**What to work on**
Please give back, word for word, only the lines starting at the one containing "Task: Describe the" and ending at the one containing "For a GIS import: Read this" within the material below.
--- START ---
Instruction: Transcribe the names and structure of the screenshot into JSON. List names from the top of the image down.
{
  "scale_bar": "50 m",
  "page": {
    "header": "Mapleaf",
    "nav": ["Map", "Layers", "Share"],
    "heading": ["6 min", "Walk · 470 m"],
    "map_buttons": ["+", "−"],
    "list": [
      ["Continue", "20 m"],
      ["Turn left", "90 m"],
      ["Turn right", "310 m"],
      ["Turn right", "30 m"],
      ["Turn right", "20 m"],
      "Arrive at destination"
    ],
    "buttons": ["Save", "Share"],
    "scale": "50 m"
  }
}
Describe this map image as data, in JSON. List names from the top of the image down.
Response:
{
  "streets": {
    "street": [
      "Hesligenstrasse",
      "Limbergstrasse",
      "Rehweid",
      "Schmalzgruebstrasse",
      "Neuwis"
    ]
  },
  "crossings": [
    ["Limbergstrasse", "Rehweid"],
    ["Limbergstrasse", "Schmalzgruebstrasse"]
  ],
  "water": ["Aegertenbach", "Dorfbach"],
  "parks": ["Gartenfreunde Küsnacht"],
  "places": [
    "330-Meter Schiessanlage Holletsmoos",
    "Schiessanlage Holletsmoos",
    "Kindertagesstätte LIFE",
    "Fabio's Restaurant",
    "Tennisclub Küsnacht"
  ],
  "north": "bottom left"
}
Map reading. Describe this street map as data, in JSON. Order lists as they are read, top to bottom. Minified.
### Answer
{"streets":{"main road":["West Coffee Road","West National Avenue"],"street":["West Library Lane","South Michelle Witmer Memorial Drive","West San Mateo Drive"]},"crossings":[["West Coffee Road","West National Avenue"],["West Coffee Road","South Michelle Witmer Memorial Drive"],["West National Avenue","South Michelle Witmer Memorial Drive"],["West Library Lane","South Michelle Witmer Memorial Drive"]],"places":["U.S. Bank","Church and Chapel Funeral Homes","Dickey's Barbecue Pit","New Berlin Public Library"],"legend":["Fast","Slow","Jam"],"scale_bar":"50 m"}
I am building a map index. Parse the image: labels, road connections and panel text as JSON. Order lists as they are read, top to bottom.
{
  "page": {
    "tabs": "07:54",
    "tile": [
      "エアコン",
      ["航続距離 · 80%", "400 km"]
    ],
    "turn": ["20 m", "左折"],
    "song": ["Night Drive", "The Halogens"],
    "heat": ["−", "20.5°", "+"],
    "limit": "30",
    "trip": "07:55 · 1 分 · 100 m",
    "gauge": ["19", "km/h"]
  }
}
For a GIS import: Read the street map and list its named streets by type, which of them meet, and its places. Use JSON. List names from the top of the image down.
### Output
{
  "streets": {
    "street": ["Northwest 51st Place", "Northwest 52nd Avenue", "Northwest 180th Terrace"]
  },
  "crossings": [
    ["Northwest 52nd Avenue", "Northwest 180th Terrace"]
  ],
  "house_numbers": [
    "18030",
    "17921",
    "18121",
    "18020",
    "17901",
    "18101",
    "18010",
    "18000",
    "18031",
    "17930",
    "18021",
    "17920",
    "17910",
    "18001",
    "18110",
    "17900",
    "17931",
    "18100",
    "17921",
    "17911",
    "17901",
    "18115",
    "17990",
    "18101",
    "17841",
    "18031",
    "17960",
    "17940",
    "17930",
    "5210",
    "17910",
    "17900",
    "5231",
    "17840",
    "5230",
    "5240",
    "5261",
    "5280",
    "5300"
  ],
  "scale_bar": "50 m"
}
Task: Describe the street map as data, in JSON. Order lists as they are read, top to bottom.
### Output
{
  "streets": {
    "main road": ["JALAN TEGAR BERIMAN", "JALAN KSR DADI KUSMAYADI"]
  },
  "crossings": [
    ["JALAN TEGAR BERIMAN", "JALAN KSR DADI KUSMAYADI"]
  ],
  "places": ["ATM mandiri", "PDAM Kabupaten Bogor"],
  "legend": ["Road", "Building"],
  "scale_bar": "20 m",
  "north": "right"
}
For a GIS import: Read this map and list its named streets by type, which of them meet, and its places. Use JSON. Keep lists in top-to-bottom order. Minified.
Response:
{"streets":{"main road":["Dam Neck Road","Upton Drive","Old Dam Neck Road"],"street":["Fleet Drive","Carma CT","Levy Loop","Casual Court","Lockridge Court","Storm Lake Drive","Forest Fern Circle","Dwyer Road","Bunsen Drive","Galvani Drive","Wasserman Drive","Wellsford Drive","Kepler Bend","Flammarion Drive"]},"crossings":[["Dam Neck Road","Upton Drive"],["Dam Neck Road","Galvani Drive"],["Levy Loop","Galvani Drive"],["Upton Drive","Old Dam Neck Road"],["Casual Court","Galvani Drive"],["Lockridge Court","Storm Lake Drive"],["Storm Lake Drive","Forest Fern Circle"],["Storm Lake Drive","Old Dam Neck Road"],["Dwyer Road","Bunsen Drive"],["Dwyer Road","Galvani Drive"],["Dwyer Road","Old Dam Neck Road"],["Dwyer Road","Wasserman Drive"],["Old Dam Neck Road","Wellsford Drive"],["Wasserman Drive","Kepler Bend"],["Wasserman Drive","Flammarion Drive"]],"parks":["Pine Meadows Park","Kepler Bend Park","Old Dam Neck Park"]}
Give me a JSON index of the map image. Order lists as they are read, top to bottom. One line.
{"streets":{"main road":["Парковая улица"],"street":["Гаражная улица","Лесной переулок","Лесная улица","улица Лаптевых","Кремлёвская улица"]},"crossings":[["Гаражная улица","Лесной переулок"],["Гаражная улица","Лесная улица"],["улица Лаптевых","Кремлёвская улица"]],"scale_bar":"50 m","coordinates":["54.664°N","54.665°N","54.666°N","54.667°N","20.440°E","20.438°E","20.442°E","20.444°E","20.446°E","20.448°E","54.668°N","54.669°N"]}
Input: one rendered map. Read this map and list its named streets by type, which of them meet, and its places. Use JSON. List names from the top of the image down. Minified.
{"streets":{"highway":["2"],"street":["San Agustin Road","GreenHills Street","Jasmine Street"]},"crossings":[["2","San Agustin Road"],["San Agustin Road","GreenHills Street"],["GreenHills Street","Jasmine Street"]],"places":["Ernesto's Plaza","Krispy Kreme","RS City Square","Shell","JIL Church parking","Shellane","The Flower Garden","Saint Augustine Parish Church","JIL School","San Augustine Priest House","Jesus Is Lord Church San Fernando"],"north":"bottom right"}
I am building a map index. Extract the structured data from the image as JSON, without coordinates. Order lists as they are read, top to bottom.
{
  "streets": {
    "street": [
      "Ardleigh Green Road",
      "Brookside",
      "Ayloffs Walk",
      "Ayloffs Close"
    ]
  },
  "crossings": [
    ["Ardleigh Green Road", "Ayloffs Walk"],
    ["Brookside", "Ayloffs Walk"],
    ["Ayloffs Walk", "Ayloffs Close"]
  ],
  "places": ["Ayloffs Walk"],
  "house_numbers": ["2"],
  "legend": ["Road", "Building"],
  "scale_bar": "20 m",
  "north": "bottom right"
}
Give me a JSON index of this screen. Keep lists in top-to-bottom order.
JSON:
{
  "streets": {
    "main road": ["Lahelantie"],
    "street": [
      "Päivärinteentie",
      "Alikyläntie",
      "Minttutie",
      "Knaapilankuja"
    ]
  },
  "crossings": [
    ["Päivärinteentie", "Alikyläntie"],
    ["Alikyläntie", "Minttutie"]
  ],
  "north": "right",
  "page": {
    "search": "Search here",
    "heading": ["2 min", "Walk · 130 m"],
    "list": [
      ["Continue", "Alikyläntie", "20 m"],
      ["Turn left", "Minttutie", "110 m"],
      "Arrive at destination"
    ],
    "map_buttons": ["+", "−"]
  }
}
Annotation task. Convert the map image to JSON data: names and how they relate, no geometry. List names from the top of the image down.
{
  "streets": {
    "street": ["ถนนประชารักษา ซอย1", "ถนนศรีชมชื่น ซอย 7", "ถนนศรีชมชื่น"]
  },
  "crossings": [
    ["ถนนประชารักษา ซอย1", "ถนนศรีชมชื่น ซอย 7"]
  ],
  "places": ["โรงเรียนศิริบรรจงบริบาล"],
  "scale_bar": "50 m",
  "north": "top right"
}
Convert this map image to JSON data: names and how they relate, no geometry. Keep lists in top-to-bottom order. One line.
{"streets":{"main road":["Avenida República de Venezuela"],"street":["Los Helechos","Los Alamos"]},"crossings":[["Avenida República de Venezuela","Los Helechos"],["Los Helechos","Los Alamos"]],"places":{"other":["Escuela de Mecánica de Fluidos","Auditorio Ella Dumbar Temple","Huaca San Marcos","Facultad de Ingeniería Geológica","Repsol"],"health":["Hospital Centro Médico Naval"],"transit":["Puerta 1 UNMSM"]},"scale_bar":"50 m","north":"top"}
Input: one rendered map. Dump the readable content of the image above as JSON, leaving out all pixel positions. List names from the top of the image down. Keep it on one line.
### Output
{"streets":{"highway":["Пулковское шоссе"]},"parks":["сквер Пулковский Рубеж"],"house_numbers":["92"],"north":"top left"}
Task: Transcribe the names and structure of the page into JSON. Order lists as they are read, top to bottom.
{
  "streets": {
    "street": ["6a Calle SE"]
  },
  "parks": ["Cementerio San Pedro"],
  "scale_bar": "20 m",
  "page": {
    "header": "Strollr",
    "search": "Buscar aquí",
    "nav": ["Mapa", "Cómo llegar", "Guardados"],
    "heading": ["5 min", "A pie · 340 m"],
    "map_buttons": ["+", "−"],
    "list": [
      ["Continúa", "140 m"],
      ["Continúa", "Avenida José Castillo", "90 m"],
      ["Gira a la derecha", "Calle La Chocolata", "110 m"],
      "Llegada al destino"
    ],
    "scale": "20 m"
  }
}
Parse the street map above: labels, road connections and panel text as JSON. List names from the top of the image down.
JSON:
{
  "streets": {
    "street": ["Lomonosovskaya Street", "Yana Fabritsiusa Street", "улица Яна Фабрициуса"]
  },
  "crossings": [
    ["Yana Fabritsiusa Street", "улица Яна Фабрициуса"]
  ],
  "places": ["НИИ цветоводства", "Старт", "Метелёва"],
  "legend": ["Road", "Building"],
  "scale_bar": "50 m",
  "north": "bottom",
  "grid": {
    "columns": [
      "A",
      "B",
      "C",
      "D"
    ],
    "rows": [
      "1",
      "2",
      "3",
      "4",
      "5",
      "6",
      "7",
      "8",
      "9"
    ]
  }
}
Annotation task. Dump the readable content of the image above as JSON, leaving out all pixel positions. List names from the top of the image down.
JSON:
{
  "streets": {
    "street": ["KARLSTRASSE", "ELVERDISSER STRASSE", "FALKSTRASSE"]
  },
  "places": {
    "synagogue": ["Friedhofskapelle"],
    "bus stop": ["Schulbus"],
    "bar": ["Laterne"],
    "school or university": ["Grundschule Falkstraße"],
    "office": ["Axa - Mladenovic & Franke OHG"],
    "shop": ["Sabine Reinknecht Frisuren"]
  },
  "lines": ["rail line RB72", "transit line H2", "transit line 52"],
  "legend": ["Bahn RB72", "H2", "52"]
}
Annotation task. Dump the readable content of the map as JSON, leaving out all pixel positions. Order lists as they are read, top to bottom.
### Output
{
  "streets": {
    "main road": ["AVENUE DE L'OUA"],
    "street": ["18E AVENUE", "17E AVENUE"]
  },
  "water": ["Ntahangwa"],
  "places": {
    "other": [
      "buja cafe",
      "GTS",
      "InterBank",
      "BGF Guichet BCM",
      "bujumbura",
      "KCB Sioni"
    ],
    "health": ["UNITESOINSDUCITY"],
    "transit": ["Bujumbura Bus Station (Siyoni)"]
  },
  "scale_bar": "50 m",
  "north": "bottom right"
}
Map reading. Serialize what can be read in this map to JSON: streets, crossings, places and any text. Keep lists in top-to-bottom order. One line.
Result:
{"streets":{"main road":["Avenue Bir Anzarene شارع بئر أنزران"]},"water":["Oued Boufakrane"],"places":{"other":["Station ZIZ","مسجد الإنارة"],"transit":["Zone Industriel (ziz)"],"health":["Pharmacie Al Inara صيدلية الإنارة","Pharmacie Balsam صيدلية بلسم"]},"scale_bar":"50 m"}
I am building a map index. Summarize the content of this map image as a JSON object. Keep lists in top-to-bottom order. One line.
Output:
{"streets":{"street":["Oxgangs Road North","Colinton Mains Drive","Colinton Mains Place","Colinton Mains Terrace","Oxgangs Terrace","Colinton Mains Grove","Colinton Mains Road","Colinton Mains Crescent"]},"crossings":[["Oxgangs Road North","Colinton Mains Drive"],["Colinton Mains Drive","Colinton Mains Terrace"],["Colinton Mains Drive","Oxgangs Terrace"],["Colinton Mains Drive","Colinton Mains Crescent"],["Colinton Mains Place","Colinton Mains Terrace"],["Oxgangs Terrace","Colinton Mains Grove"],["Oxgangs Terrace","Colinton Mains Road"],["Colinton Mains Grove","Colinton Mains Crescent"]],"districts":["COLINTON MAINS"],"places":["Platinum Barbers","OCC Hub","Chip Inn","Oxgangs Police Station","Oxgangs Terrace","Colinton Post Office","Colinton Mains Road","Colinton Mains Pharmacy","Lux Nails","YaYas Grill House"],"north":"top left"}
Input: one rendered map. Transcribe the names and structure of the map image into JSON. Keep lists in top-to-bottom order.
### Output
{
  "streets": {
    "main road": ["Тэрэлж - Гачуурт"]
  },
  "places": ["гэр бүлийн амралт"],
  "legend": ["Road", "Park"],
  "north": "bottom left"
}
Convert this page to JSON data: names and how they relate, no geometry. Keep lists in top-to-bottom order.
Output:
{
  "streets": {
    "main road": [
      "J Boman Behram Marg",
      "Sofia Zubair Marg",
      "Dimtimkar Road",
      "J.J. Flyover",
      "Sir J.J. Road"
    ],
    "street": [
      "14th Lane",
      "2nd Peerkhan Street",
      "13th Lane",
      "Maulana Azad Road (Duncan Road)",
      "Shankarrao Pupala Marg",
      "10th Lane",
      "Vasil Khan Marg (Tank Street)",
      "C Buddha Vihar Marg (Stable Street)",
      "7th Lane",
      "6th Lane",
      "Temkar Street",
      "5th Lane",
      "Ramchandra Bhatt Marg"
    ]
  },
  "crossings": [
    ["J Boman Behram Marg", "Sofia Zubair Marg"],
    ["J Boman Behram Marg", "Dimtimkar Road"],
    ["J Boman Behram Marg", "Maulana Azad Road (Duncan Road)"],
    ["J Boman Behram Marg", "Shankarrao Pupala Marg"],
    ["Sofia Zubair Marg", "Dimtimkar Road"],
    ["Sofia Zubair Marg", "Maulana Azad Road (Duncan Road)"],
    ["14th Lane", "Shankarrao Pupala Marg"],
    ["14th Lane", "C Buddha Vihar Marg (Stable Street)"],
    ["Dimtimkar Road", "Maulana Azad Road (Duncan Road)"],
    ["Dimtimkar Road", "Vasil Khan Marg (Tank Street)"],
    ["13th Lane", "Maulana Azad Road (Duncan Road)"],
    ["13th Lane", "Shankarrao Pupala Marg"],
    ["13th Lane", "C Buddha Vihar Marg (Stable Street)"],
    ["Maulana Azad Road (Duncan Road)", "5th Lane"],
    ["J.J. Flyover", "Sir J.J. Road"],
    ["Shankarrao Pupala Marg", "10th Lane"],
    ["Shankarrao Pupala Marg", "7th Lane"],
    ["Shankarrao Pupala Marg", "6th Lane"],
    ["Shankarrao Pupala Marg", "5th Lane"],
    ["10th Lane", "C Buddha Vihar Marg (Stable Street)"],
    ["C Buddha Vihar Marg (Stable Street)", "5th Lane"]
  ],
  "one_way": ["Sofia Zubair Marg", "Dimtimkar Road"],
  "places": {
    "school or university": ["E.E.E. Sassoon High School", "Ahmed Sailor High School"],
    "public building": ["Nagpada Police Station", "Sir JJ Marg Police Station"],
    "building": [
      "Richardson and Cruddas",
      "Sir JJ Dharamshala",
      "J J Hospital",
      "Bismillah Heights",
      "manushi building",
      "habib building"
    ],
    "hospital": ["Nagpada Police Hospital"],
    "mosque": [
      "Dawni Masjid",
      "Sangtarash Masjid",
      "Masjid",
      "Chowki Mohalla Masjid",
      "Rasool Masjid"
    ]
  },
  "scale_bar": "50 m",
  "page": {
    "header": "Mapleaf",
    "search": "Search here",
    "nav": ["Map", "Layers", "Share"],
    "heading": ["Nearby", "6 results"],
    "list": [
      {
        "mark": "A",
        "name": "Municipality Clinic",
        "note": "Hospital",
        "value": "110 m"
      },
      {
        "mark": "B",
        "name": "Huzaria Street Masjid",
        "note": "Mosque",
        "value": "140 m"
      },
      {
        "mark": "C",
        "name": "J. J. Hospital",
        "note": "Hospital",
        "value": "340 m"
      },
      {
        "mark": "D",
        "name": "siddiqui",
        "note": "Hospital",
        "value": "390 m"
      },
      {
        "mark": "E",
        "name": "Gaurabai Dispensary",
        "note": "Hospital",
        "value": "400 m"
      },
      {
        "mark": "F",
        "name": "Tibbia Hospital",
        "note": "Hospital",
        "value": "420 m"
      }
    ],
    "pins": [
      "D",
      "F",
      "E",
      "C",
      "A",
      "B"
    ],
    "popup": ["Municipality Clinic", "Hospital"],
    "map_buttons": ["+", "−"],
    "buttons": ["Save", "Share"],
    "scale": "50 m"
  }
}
--- END ---
**Solution to this task**
Task: Describe the street map as data, in JSON. Order lists as they are read, top to bottom.
### Output
{
  "streets": {
    "main road": ["JALAN TEGAR BERIMAN", "JALAN KSR DADI KUSMAYADI"]
  },
  "crossings": [
    ["JALAN TEGAR BERIMAN", "JALAN KSR DADI KUSMAYADI"]
  ],
  "places": ["ATM mandiri", "PDAM Kabupaten Bogor"],
  "legend": ["Road", "Building"],
  "scale_bar": "20 m",
  "north": "right"
}
For a GIS import: Read this map and list its named streets by type, which of them meet, and its places. Use JSON. Keep lists in top-to-bottom order. Minified.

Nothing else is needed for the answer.